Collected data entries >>
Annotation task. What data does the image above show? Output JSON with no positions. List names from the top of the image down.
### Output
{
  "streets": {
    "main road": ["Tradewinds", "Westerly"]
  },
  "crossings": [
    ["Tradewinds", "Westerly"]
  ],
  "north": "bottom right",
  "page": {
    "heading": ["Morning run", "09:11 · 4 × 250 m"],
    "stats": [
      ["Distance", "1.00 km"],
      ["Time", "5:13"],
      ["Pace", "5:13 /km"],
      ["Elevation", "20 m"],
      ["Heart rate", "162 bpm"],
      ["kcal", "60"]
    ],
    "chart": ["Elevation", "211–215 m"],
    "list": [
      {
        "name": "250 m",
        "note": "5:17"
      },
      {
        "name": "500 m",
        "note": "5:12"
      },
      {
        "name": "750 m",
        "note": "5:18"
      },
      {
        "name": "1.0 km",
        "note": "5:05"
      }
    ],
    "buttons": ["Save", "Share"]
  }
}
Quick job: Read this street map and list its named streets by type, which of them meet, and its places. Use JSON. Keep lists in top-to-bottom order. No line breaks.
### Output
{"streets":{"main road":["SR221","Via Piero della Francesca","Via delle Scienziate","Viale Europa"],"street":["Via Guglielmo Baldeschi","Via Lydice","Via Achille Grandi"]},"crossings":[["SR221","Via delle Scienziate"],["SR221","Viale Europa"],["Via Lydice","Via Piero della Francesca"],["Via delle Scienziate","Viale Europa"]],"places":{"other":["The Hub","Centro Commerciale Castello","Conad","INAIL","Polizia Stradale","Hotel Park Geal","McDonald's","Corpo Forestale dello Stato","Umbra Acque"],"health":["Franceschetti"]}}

Work request >> In the entries above, copy each line that contains the string "JSON".

Completed exercise >>
Annotation task. What data does the image above show? Output JSON with no positions. List names from the top of the image down.
Quick job: Read this street map and list its named streets by type, which of them meet, and its places. Use JSON. Keep lists in top-to-bottom order. No line breaks.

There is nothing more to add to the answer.